╭─ INPUT FOR THIS TASK
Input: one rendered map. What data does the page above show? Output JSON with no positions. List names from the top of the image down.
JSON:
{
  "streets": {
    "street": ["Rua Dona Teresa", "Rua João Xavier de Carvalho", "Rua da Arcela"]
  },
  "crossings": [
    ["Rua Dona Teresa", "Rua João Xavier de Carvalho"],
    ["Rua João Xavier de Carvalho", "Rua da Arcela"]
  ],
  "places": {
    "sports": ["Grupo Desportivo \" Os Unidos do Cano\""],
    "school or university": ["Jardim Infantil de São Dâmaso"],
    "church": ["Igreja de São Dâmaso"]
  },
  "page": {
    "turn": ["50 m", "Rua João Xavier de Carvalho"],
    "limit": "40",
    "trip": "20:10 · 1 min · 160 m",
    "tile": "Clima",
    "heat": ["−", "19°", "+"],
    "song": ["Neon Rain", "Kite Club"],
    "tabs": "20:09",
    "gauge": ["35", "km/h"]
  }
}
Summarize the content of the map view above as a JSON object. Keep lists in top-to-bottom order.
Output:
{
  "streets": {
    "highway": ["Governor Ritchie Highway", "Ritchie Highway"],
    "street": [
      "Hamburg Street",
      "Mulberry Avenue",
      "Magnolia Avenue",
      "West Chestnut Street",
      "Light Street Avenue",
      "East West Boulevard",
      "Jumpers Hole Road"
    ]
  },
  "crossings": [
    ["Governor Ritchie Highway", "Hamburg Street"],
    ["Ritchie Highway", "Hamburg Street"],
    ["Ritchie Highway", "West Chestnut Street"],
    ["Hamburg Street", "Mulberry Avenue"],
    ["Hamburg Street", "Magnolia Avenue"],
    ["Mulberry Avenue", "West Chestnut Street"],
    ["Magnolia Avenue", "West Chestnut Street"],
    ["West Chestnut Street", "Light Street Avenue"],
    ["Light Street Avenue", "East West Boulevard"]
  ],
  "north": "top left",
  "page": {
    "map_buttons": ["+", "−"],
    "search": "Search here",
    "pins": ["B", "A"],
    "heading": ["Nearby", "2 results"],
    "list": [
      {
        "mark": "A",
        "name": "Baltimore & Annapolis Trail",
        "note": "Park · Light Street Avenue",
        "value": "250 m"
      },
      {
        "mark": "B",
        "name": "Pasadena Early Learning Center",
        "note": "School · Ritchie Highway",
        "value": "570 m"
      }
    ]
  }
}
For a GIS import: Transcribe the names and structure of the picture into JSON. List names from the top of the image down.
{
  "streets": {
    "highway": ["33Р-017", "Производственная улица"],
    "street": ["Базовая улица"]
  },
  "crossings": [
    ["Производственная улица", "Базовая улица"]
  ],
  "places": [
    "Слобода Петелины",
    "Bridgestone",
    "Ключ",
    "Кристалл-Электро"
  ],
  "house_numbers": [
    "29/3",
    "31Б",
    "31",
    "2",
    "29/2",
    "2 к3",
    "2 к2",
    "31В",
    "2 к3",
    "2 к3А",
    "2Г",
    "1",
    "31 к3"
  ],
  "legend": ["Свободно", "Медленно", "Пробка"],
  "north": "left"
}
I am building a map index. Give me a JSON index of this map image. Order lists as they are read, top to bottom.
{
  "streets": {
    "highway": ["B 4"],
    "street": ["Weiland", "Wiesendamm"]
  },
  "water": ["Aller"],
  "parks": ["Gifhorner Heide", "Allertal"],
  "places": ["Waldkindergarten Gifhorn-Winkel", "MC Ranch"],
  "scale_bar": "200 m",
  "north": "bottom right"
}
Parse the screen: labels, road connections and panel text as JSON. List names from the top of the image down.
╰─
Set down each line of the material above again, exactly.

Input: one rendered map. What data does the page above show? Output JSON with no positions. List names from the top of the image down.
JSON:
{
  "streets": {
    "street": ["Rua Dona Teresa", "Rua João Xavier de Carvalho", "Rua da Arcela"]
  },
  "crossings": [
    ["Rua Dona Teresa", "Rua João Xavier de Carvalho"],
    ["Rua João Xavier de Carvalho", "Rua da Arcela"]
  ],
  "places": {
    "sports": ["Grupo Desportivo \" Os Unidos do Cano\""],
    "school or university": ["Jardim Infantil de São Dâmaso"],
    "church": ["Igreja de São Dâmaso"]
  },
  "page": {
    "turn": ["50 m", "Rua João Xavier de Carvalho"],
    "limit": "40",
    "trip": "20:10 · 1 min · 160 m",
    "tile": "Clima",
    "heat": ["−", "19°", "+"],
    "song": ["Neon Rain", "Kite Club"],
    "tabs": "20:09",
    "gauge": ["35", "km/h"]
  }
}
Summarize the content of the map view above as a JSON object. Keep lists in top-to-bottom order.
Output:
{
  "streets": {
    "highway": ["Governor Ritchie Highway", "Ritchie Highway"],
    "street": [
      "Hamburg Street",
      "Mulberry Avenue",
      "Magnolia Avenue",
      "West Chestnut Street",
      "Light Street Avenue",
      "East West Boulevard",
      "Jumpers Hole Road"
    ]
  },
  "crossings": [
    ["Governor Ritchie Highway", "Hamburg Street"],
    ["Ritchie Highway", "Hamburg Street"],
    ["Ritchie Highway", "West Chestnut Street"],
    ["Hamburg Street", "Mulberry Avenue"],
    ["Hamburg Street", "Magnolia Avenue"],
    ["Mulberry Avenue", "West Chestnut Street"],
    ["Magnolia Avenue", "West Chestnut Street"],
    ["West Chestnut Street", "Light Street Avenue"],
    ["Light Street Avenue", "East West Boulevard"]
  ],
  "north": "top left",
  "page": {
    "map_buttons": ["+", "−"],
    "search": "Search here",
    "pins": ["B", "A"],
    "heading": ["Nearby", "2 results"],
    "list": [
      {
        "mark": "A",
        "name": "Baltimore & Annapolis Trail",
        "note": "Park · Light Street Avenue",
        "value": "250 m"
      },
      {
        "mark": "B",
        "name": "Pasadena Early Learning Center",
        "note": "School · Ritchie Highway",
        "value": "570 m"
      }
    ]
  }
}
For a GIS import: Transcribe the names and structure of the picture into JSON. List names from the top of the image down.
{
  "streets": {
    "highway": ["33Р-017", "Производственная улица"],
    "street": ["Базовая улица"]
  },
  "crossings": [
    ["Производственная улица", "Базовая улица"]
  ],
  "places": [
    "Слобода Петелины",
    "Bridgestone",
    "Ключ",
    "Кристалл-Электро"
  ],
  "house_numbers": [
    "29/3",
    "31Б",
    "31",
    "2",
    "29/2",
    "2 к3",
    "2 к2",
    "31В",
    "2 к3",
    "2 к3А",
    "2Г",
    "1",
    "31 к3"
  ],
  "legend": ["Свободно", "Медленно", "Пробка"],
  "north": "left"
}
I am building a map index. Give me a JSON index of this map image. Order lists as they are read, top to bottom.
{
  "streets": {
    "highway": ["B 4"],
    "street": ["Weiland", "Wiesendamm"]
  },
  "water": ["Aller"],
  "parks": ["Gifhorner Heide", "Allertal"],
  "places": ["Waldkindergarten Gifhorn-Winkel", "MC Ranch"],
  "scale_bar": "200 m",
  "north": "bottom right"
}
Parse the screen: labels, road connections and panel text as JSON. List names from the top of the image down.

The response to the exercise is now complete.